Opened 3 months ago

Closed 4 weeks ago

#2739 closed help (fixed)

Reconfiguration failure

Reported by: anmcr Owned by: willie
Component: UM Reconfiguration Keywords: GRIB_API
Cc: Platform: ARCHER
UM Version: 11.1

Description

Hello,

I had a job that was successfully running on Monsoon, and ported it to Archer. However, when I run I get a reconfiguration failure due to a failure to find GRIB_API. The attachement shows a screenshot of the error. This is similar to ticket #2655, but I'm afraid I'm not sure how to resolve the issue. The job id is u-bf120.

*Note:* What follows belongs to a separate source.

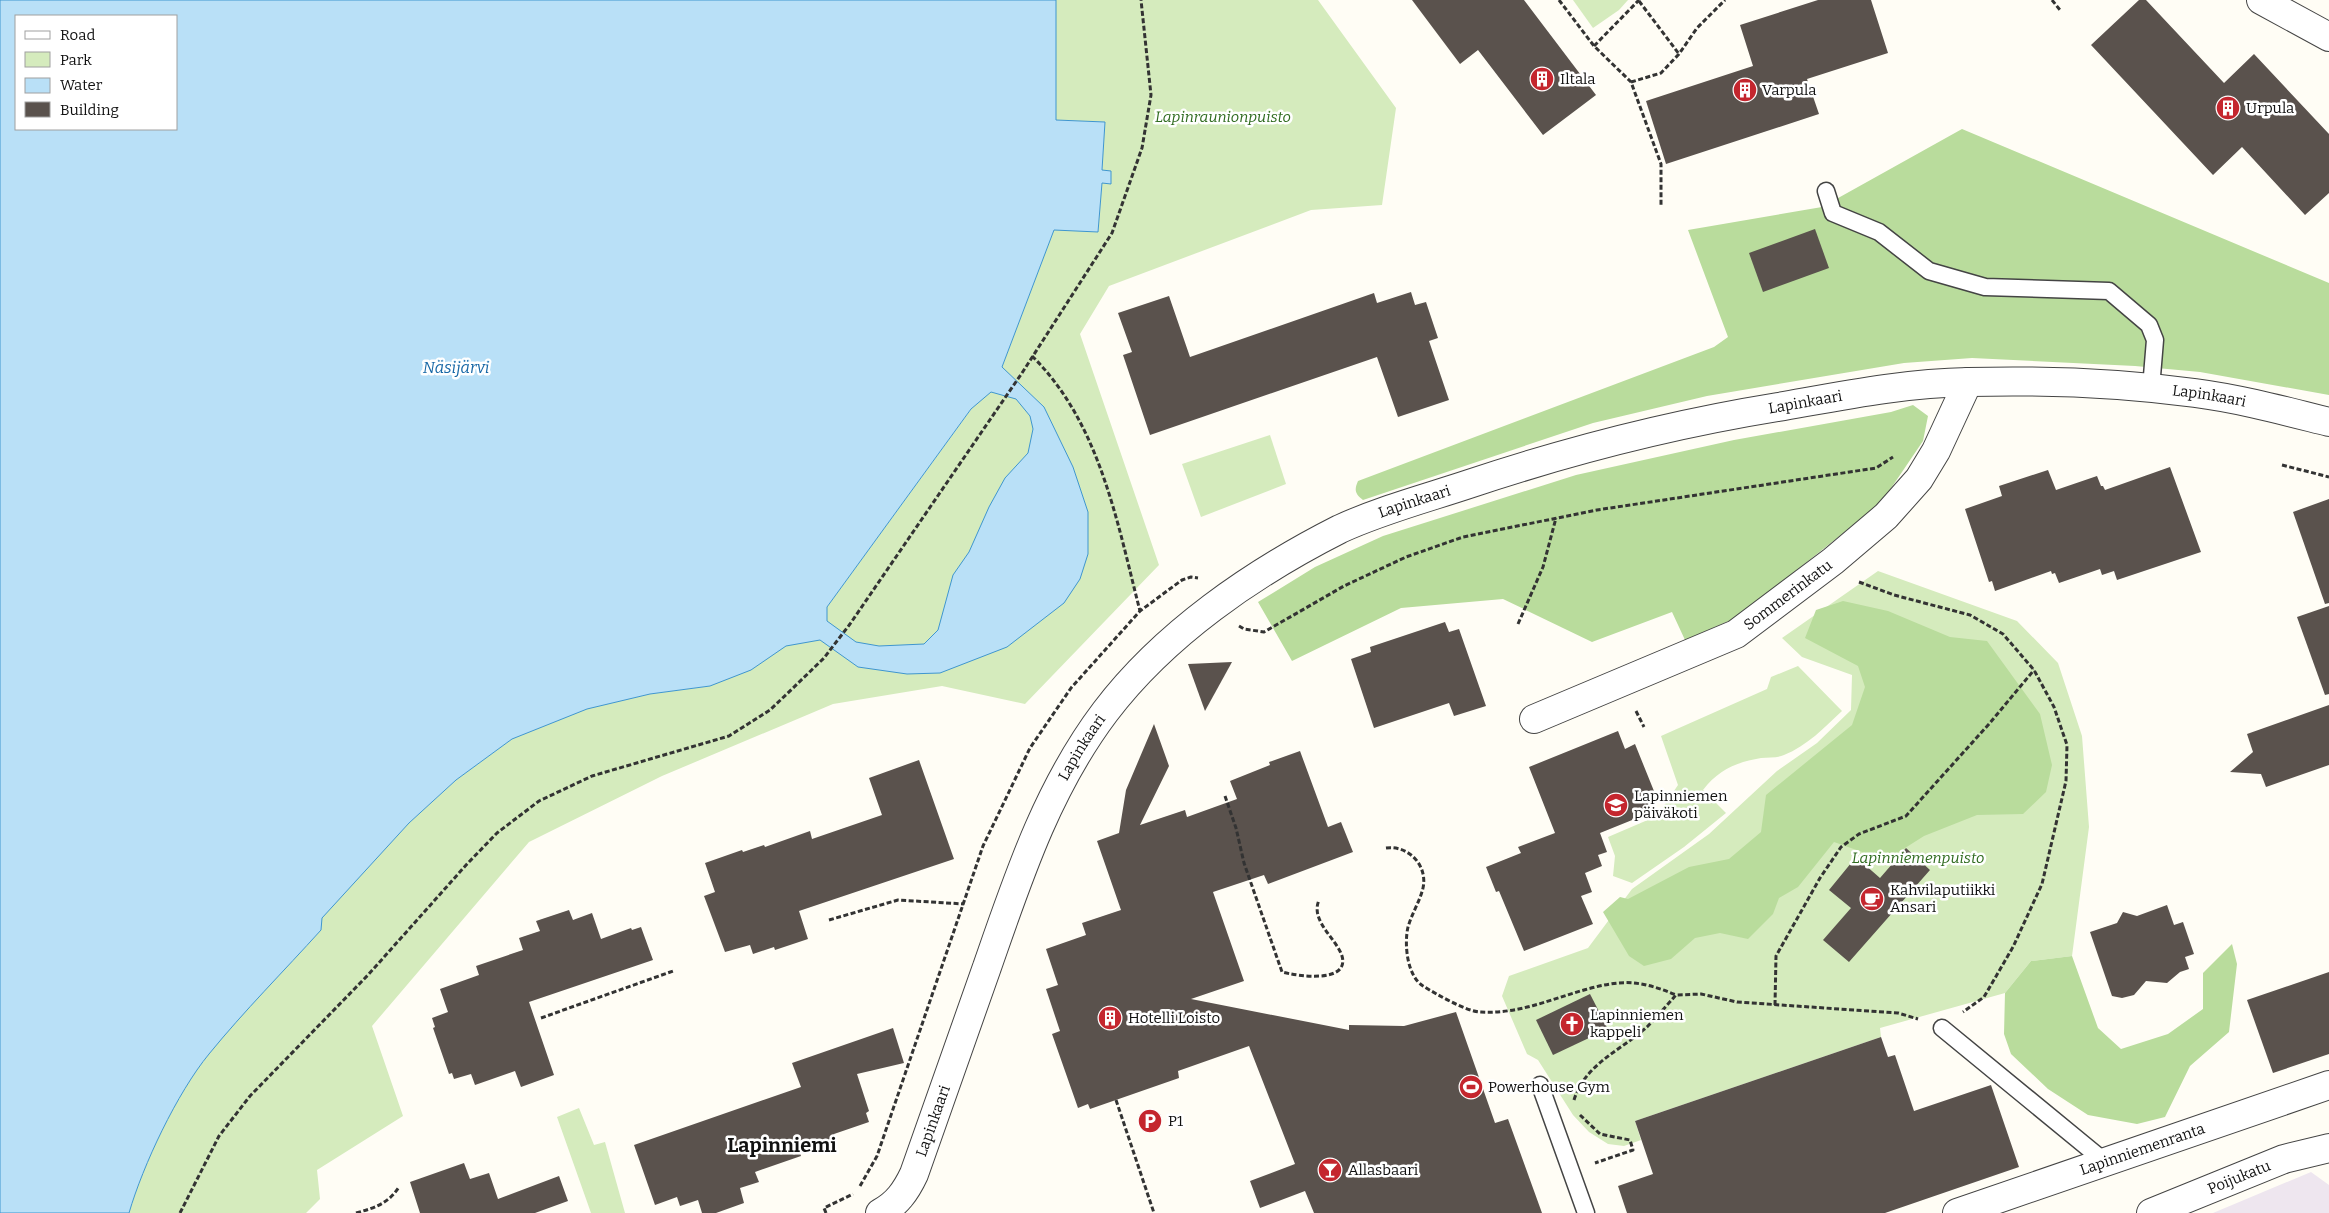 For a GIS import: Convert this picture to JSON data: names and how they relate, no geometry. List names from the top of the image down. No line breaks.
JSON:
{"streets":{"street":["Lapinkaari","Sommerinkatu","Lapinniemenranta","Poijukatu"]},"crossings":[["Lapinkaari","Sommerinkatu"]],"districts":["Lapinniemi"],"water":["Näsijärvi"],"parks":["Lapinraunionpuisto","Lapinniemenpuisto"],"places":{"building":["Iltala","Varpula","Urpula","Hotelli Loisto"],"school or university":["Lapinniemen päiväkoti"],"cafe":["Kahvilaputiikki Ansari"],"church":["Lapinniemen kappeli"],"sports":["Powerhouse Gym"],"parking":["P1"],"bar":["Allasbaari"]},"legend":["Road","Park","Water","Building"]}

Thanks in advance for any suggestions.

Best wishes,

Andrew

Attachments (10)

for_ncas_ticket.JPG (89.2 KB) - added by anmcr 3 months ago.
for_willie_1.JPG (105.3 KB) - added by anmcr 2 months ago.
for_willie_2.JPG (107.6 KB) - added by anmcr 2 months ago.
for_willie_1.2.JPG (105.3 KB) - added by anmcr 2 months ago.
for_willie_3.JPG (281.2 KB) - added by anmcr 2 months ago.
for_willie_4.JPG (76.1 KB) - added by anmcr 2 months ago.
for_willie_5.JPG (114.6 KB) - added by anmcr 2 months ago.
for_willie_5.2.JPG (114.6 KB) - added by anmcr 2 months ago.
for_willie_configuration_file.JPG (95.8 KB) - added by anmcr 2 months ago.
for_willie_make_steps.JPG (97.5 KB) - added by anmcr 2 months ago.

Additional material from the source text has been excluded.